Abstract

Despite a rapid increase in animal personality research, critical gaps remain. We have little knowledge of the long-term (as opposed to short-term) consistency of personality and the relationships between personality and behavioural flexibility in wild, free-living animals. This study investigates personality (i.e., consistent inter-individual differences in behaviour) and contextual plasticity (i.e., plasticity in behaviour between contexts) of these traits in the Nazca booby (Sula granti), a long-lived, free-living seabird. We tested birds for personality in the field, during incubation, using a human intruder test, two novel object tests, and a social stimulus test (mirror), and determined repeatability of behavioural traits both within-season (short-term) and between several years (long-term). We found high short- and long-term repeatability of aggressive and anxiety-related behaviours when confronted with a nest intruder and novel objects, but lower repeatability during social stimulation.
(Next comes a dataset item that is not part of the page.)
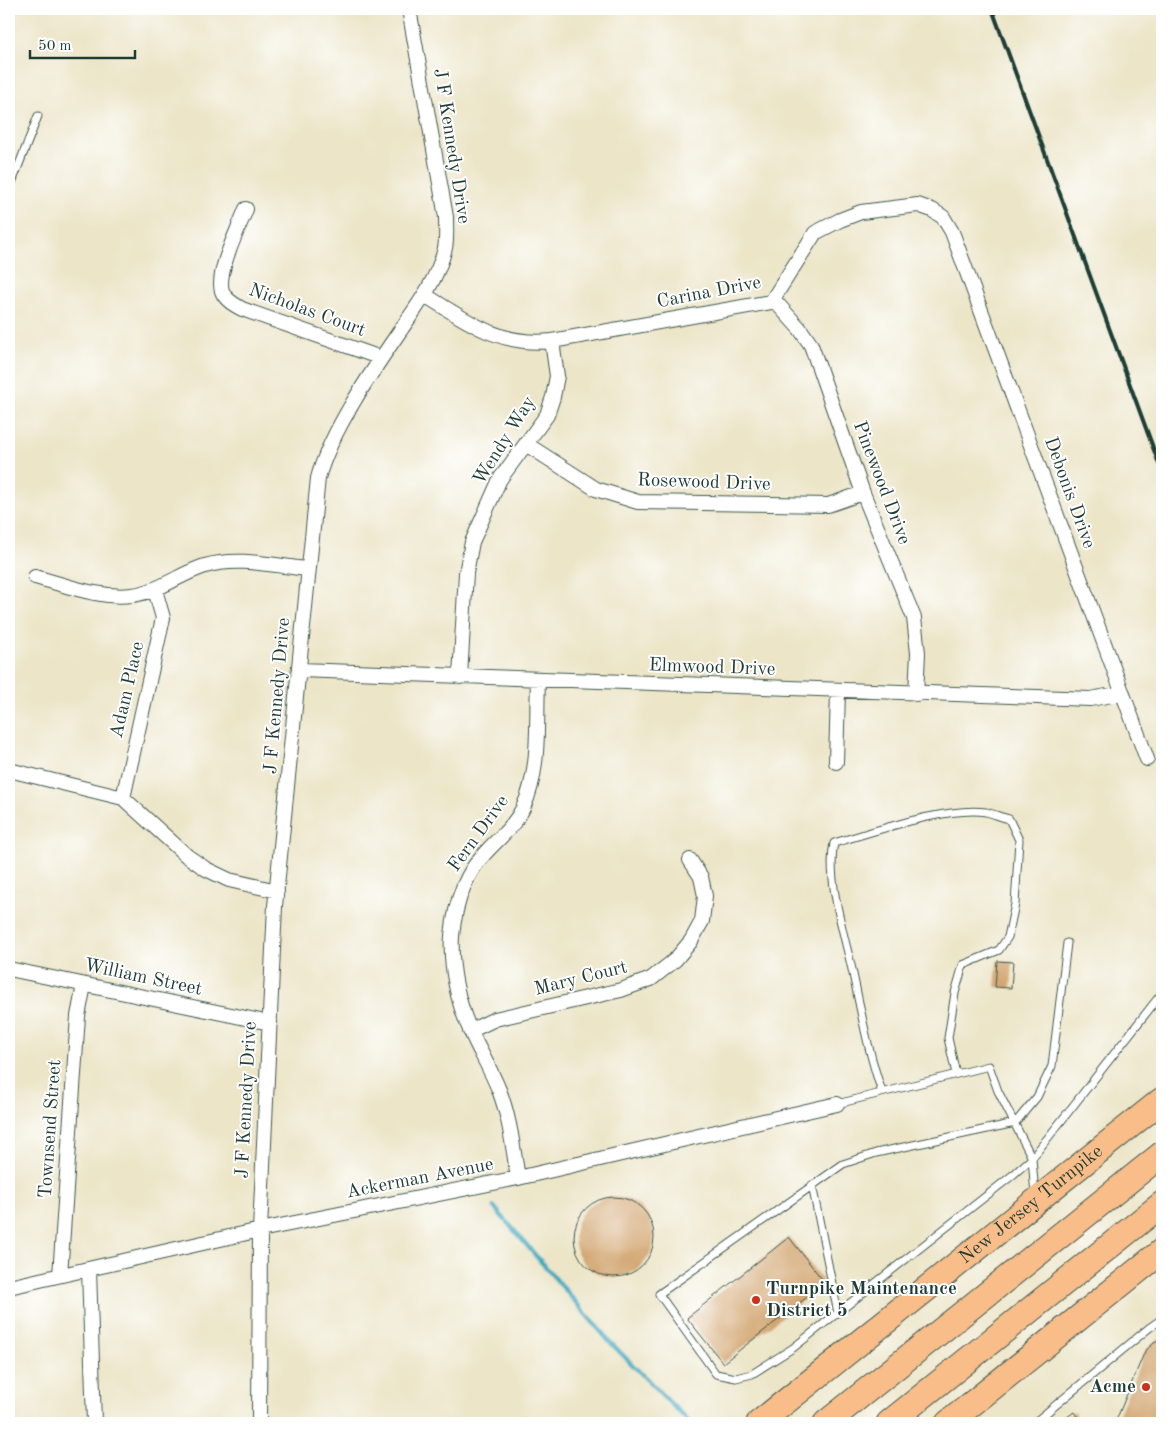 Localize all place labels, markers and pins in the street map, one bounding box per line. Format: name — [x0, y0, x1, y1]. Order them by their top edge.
place label: Turnpike Maintenance District 5 — [766, 1280, 957, 1321]
marker: Turnpike Maintenance District 5 — [750, 1294, 762, 1306]
place label: Acme — [1089, 1378, 1136, 1397]
marker: Acme — [1140, 1381, 1152, 1393]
Contextual plasticity was highly repeatable across years for aggressive behaviours, and low for anxiety-related behaviours. Plasticity did not correlate across behaviours into a ‘meta-personality’ trait. Contextual plasticity in behavioural traits was highly correlated with the expression of those traits, suggesting that individuals are able to both react strongly and modify their behaviour depending on context, perhaps due to consistent differences in individual quality. Model selection exercises using structural equation models evaluated the relationships between personality factors, indicating a behavioural syndrome in which anxiety- or agitation-related behaviours covary strongly and positively, and both covary weakly and negatively with aggression.